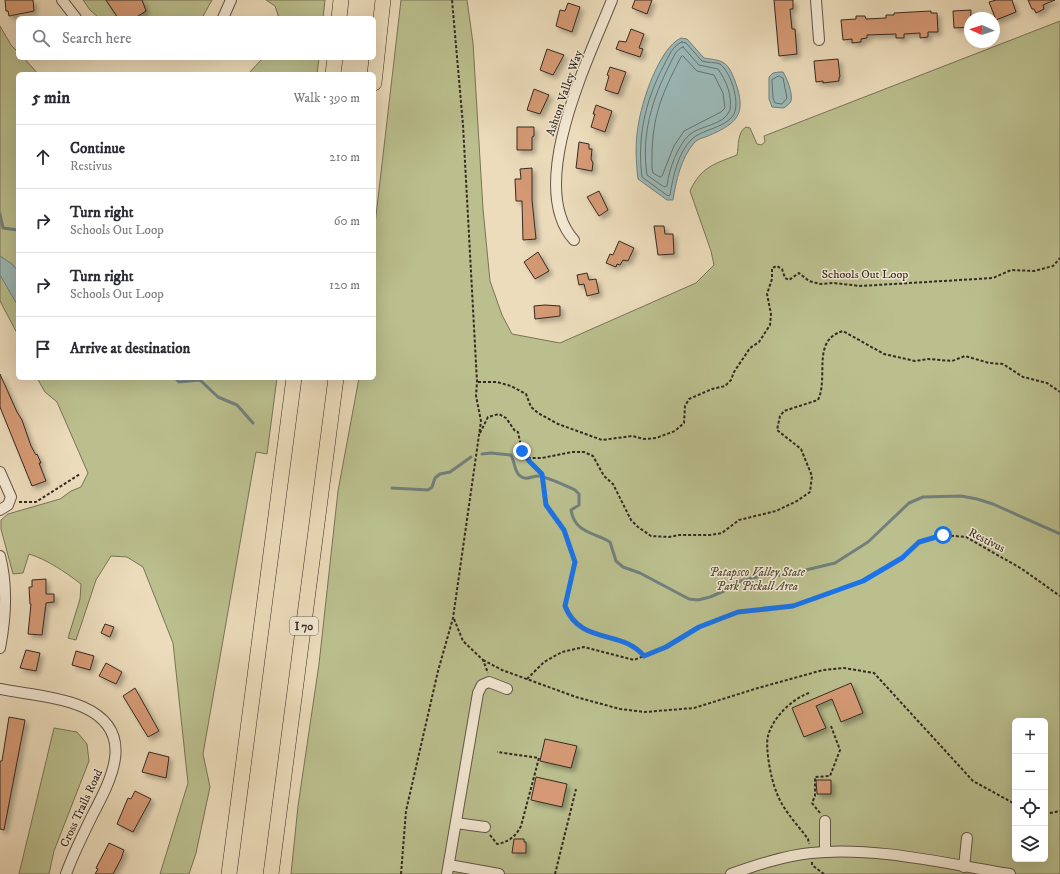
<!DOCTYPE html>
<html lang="en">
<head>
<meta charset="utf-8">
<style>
  body { margin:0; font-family:"IM FELL DW Pica",serif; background:#f7f7f7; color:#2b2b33 }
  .controls { position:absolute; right:12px; bottom:12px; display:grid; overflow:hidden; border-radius:6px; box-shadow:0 4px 16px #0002 }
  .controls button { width:36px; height:36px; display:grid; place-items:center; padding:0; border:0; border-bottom:1px solid #e1e1e2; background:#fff; color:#2b2b33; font:20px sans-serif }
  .compass { position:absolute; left:964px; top:12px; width:36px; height:36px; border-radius:50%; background:#fff; box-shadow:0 4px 16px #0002; rotate:273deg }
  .stop { position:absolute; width:12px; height:12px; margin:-9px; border:3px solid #1a73e8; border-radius:50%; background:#fff }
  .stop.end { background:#1a73e8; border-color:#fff; box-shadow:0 1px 4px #0008 }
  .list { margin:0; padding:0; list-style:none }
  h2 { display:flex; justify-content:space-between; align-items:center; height:52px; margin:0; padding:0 16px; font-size:17px }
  h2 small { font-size:13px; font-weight:400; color:#7c7c81 }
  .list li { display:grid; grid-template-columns:26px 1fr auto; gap:12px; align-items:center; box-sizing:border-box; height:64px; padding:0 16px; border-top:1px solid #e1e1e2 }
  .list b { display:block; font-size:15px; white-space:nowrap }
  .list p { margin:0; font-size:13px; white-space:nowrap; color:#7c7c81 }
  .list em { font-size:13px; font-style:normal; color:#7c7c81 }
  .icon { flex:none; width:22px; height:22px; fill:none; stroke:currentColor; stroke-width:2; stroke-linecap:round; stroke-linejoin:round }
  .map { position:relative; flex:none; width:1060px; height:874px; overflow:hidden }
  .search { position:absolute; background:#fff; box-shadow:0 4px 16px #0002; left:16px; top:16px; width:360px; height:44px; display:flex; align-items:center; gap:10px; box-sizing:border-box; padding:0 14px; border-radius:6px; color:#7c7c81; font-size:15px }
  .panel { position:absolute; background:#fff; box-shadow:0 4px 16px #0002; left:16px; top:72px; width:360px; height:308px; border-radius:6px }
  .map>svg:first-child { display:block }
  .green { fill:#bbbf8e; stroke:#787458; fill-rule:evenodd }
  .water { fill:#9bbab9; stroke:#72807d }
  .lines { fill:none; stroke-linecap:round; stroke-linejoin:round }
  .shore { stroke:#68726e; stroke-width:1 }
  .stream { stroke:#72807d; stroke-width:3 }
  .building { fill:#d59a75; stroke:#352a23; filter:url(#shadow) }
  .minor-casing { stroke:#635649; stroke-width:12 }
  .highway-casing { stroke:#352a23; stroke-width:16 }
  .path { stroke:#352a23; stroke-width:2; stroke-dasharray:3 2; stroke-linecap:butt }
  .minor { stroke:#f3e8d3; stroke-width:10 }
  .highway { stroke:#ecdcbb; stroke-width:15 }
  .route { stroke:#1a73e8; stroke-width:5 }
  .labels { text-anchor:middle; stroke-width:3; stroke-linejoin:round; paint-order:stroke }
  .shield { fill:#f3e8d3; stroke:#6e6358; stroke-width:1 }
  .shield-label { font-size:11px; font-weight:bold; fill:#352a23 }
  .street-label { font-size:12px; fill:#352a23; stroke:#f3e8d3 }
  .park-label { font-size:12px; font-style:italic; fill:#564f3e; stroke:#f3e8d3 }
</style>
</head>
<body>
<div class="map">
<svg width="1060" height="874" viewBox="0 0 1060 874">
  <defs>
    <filter id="shadow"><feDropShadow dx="3.5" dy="3.5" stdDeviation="2" flood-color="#0004"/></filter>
  </defs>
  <rect width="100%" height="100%" fill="#ecdcbb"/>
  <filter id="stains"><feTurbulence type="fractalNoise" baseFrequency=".005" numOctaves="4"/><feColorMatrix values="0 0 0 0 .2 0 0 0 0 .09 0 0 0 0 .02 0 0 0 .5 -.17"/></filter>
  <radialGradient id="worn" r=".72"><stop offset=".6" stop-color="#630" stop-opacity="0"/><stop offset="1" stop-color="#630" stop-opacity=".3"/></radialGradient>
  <g class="green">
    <path d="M83,0h23l12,18h-19l-9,-8z"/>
    <path d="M142,0h70l-10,18h-67l11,-7z"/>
    <path d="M266,0h59l-2,18h-44l-4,-12z"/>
    <path d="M401,0h66l6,43 10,166 7,72 12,34 10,19 48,9 136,-60 18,-18 -3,-14 -21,-60c11,-24 24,-27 47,-36 2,-9 0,-23 9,-28l4,1 7,16 4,1 4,-3 -1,-6 296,-115v853h-769l7,-68 21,-142 19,-173 21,-113h15v-145zM1015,721h30v138h-30z"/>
    <path d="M0,26l11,19 7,7v6h6l14,16h-20v261l-18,-34z"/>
    <path d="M263,58h56l-2,16h-69z"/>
    <path d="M37,378h240l-10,76 -11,-2 -53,302 7,33 -14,66 -7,21h-29l28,-91 -15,-140 -30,-76 -16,-10 -16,-1 -15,24 -20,60 -8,-2 12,-39 1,-15c-16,-12 -33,-24 -52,-30l-6,19 -10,1 -12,-45v-9l7,-6 52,-15 11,-8 10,-4 7,-14 -31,-71 -12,-10z"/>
    <path d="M54,728l23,4 10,12 2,17 -35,90 -5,23h-30z"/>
  </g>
  <g class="water">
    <path d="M681,38l6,1 17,19c19,3 23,2 31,23 12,33 3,42 -27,55 -5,2 -11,3 -14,7 -13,15 -18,38 -21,57h-6l-29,-21c-2,-17 -3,-35 0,-52 3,-24 21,-79 43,-89z"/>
    <path d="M779,72h4c4,6 10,22 8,29 -1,3 -5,5 -7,7l-12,-1 -3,-8v-22l4,-4z"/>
    <path d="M0,256l12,8 6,7v35l-18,-31z"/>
  </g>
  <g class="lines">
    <g class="shore">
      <path d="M682,42l4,1 16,18c5,2 14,1 18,3 11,8 22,42 12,53 -9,11 -31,13 -40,22 -14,13 -19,38 -22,56l-2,1 -26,-19c-5,-39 3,-76 22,-112 5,-9 8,-19 18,-23z"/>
      <path d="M683,47l16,18 19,4c9,13 14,26 12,41 -6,16 -30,15 -41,25 -12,12 -20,34 -22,51l-3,1 -17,-12c-6,-40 5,-76 23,-111 3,-6 6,-15 13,-17z"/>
      <path d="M683,56l14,15 17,4 9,18 2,15 -4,4 -37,19 -10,15 -12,30 -2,1 -7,-4 -1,-5c-1,-47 7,-69 29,-111z"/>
      <path d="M779,76l4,2 4,20 -5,6 -7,-1 -2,-5 -1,-18z"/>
    </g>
    <g class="stream">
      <path d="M0,214l3,14 15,2"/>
      <path d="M175,378l4,4 21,-2 18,17 19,8 16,18"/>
      <path d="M482,454l9,-1 20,2c4,7 3,15 8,20 7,7 14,0 21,1 12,3 24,9 35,14l4,4v11l-8,5c4,23 22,22 39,32l6,19 7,6 17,6 49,26 9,1 12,-3 14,-6 13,-9 24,-6 24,-1 50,-12 33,-21 41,-39 14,-6 38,-1 16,3 16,5 67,30"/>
      <path d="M392,488l36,2 4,-3 3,-9 5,-4 10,-2 21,-15"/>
    </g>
  </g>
  <g class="building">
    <path d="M5,0h28l1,11 -25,5 -1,-5h-2z"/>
    <path d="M106,0h36l4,11 -11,7h-17z"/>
    <path d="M635,0h17l-5,14 -15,-6z"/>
    <path d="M774,0h19v9h-3l2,20h3l2,25 -18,2z"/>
    <path d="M996,0h16l4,12 -20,8 -7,-18z"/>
    <path d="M1028,0h27l-12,5 1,4 -8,4 -2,-4h-2z"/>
    <path d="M568,3l12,4 -8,25 -16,-6 4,-16 5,1z"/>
    <path d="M971,10l-1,17 -16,1 -1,-17z"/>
    <path d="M931,11v2h6l1,19h-10v5l-8,1v-5l-16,1v4h-8v-4l-29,1v3l-6,1v3l-9,1v-4l-9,1 -2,-20 15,-1v-3h9l1,3 20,-1v-3h8v-2z"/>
    <path d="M631,29l13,5 -5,14 4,1 -3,8 -24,-8 3,-8 7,1z"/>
    <path d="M547,49l17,6 -11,20 -13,-5z"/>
    <path d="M838,59l2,18h-1v4l-16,2v-2l-7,1 -2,-21z"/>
    <path d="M610,67l16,5 -8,22 -13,-4 4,-14 -2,-1z"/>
    <path d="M534,89l15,6 -9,19 -13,-4z"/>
    <path d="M596,105l16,6 -7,21 -14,-5 4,-13h-2z"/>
    <path d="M517,127h17v9l-2,1v13h-15z"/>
    <path d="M579,142l10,2v5h3l-1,10 2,4 -1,8 -16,-3z"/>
    <path d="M532,168v32l4,39 -13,1 -1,-39h-6l-1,-22h6l-1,-10z"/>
    <path d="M599,191l9,19 -9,6 -12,-19z"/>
    <path d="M654,226h10l1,8h8l1,20 -16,1z"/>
    <path d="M619,241l15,7 -6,13 -5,-1 -3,5 -3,-1 -1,3 -10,-4 4,-9 3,1z"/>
    <path d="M538,252l11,19 -14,8 -11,-17z"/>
    <path d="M587,273l2,7 7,-1 3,14 -12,3 -3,-12 -5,1 -2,-10z"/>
    <path d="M545,305l15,1v10l-25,3 -1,-13z"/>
    <path d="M0,374l17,38 5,8 9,26 5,9 1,-1 4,9h-2l7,18 -14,5 -32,-79z"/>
    <path d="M46,579v15h8v8l-8,1 -4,32 -14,-1 3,-30h-1l-1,-17h3v-7z"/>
    <path d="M105,624l9,3 -4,10 -9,-4z"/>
    <path d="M26,650l14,3 -4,18 -16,-3z"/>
    <path d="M76,651l18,5 -4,14 -18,-5z"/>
    <path d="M106,663l16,9 -6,12 -17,-8z"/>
    <path d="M851,683l12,30 -22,9 -9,-23 -16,7 10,22 -22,9 -12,-29z"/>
    <path d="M135,688l24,43 -11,6 -25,-41z"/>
    <path d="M9,717l16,3 -21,110 -4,-1v-68h2z"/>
    <path d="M545,739l32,7 -6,22 -31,-7z"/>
    <path d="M149,752l20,5 -3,21 -24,-6z"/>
    <path d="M536,777l31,7 -5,23 -31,-7z"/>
    <path d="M816,780h15v14h-14z"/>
    <path d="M135,791l16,8 -18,33 -16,-8 11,-26 3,1z"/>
    <path d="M514,839h10v3h2v11h-14z"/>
    <path d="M109,843l15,7 -3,9 -8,15h-18l3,-5 -2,-1z"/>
  </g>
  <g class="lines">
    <g class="minor-casing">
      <g id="minor">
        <path d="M62,0l14,18"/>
        <path d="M816,0l3,40"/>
        <path d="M223,18l8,-18"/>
        <path d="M574,240c-49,-54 15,-182 38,-240"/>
        <path d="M0,472l11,25 -3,8 -8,5"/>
        <path d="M0,556c8,31 6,61 0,92"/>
        <path d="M0,689c25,5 61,8 83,18 54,24 29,71 9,109 -9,19 -19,38 -26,58"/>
        <path d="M825,821v31"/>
        <path d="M456,823l29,4"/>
        <path d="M449,865l50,9"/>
        <path d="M964,867l3,-29"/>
        <path d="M447,874l31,-181 4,-8 7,-3 18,7"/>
        <path d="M731,874c26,-9 52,-18 80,-21 64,-7 136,11 199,21"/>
      </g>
    </g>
    <g class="highway-casing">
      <g id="highway">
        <path d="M339,18l2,-18"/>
        <path d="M333,74l2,-16"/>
        <path d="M374,83l9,-83"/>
        <path d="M229,874l65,-496"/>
        <path d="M271,874l65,-496"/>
      </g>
    </g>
    <g class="path">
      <path d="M478,382h19l14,4 15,8 5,13 7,6 20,11 44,16 30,-4 12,3 12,-1 19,-7 9,-8 1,-17 4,-7 23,-10 13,-3 6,-6 3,-8 16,-24 9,-6 11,-17 1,-11 -4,-20 5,-15v-11l5,-2 5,3 3,9 4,2 10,-7 10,8 11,3 14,-1 26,3 133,-8 18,-8 23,1 19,-5 7,-8"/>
      <path d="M480,433l8,-16 11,-3 7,4 9,13 3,1 4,19 5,7h15l30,-6h12l9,4 11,20 9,8 18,36 7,7 13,9 18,1 10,-2h31l12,-2 17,-13 37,-9 21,-10 13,-9 2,-16 -11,-27 -24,-19 3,-14 4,-5 34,-11c11,-23 -7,-60 25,-69l41,23 31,7 13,-2 24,2 13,-5 24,7 14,1 20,13 24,6 13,9"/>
      <path d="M527,458l15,16 4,31 20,29 4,17 5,11 -10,44c15,40 58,23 79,50"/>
      <path d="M19,502h17l44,-28"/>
      <path d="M454,619l9,22 20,19 5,13"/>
      <path d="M483,660l19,10 74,27 44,12 25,3 49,-4 64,-20 65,-18 21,-2 30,5 99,108 42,23"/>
      <path d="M527,679l17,-17 18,-10 22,-5 50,13 32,-13 33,-20 39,-15 55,-6 37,-12 33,-13 39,-23 17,-16 24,-7 23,2 56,32 38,27"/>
      <path d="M809,693c-17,6 -36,24 -41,43 -3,12 3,43 8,55 6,18 21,33 32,48l1,5"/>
      <path d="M820,813l-8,-10 3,-7v-19l15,-1 10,-26 -9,-24"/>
      <path d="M1045,814l15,-3"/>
      <path d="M490,835l7,9c12,-2 19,-8 24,-18l18,-68 -42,-6"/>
      <path d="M812,862v3l12,9"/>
      <path d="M401,874l5,-63 32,-140 15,-53 28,-197 -5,-25 1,-14 -14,-257 -11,-125"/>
      <path d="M555,874l21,-85"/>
    </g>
    <use href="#minor" class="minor"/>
    <use href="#highway" class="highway"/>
  </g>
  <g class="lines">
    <path class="route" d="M522,451l8,11 12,12 4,31 18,25 11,32 -10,44c15,39 57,23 79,50l22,-9 33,-20 39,-15 55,-6 70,-25 39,-23 17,-16 24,-7"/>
  </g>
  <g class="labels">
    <rect class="shield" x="290" y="617" width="28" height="18" rx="3"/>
    <g class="shield-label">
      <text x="304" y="630">I 70</text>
    </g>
    <g class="street-label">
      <text transform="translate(564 93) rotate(-71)" y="4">Ashton Valley Way</text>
      <text x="865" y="278">Schools Out Loop</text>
      <text transform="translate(987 540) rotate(27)" y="4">Restivus</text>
      <text transform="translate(81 808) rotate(-65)" y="4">Cross Trails Road</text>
    </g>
    <g class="park-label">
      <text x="757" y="576">Patapsco Valley State<tspan x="757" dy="14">Park Pickall Area</tspan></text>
    </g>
  </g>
  <rect width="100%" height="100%" filter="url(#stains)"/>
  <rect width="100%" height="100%" fill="url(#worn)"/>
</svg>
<div class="controls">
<button>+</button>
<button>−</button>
<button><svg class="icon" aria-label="locate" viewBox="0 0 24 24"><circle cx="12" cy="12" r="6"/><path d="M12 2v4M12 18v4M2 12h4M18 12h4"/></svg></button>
<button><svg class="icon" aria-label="layers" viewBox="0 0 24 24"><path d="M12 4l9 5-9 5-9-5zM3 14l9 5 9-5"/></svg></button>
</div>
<svg class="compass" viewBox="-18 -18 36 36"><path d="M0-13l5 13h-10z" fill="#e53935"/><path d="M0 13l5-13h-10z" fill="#7c7c81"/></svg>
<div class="stop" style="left:943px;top:535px"></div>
<div class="stop end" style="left:522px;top:451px"></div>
<div class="search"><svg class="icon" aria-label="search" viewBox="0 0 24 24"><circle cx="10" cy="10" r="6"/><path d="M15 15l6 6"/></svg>Search here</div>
<section class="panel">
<h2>5 min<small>Walk · 390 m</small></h2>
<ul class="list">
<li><svg class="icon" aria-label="ahead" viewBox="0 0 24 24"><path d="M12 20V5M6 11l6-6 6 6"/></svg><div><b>Continue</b><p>Restivus</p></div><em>210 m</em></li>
<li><svg class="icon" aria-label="right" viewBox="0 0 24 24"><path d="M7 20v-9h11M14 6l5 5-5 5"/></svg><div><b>Turn right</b><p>Schools Out Loop</p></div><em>60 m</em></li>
<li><svg class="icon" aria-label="right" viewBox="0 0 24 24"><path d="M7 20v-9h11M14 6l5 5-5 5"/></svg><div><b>Turn right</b><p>Schools Out Loop</p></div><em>120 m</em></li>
<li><svg class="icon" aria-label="arrive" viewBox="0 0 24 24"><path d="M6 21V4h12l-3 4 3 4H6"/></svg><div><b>Arrive at destination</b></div></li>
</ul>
</section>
</div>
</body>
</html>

------------------------------

_What you will do_. For the string "compass", show each line of the entries above where it occurs.

_Written answer_.
  .compass { position:absolute; left:964px; top:12px; width:36px; height:36px; border-radius:50%; background:#fff; box-shadow:0 4px 16px #0002; rotate:273deg }
<svg class="compass" viewBox="-18 -18 36 36"><path d="M0-13l5 13h-10z" fill="#e53935"/><path d="M0 13l5-13h-10z" fill="#7c7c81"/></svg>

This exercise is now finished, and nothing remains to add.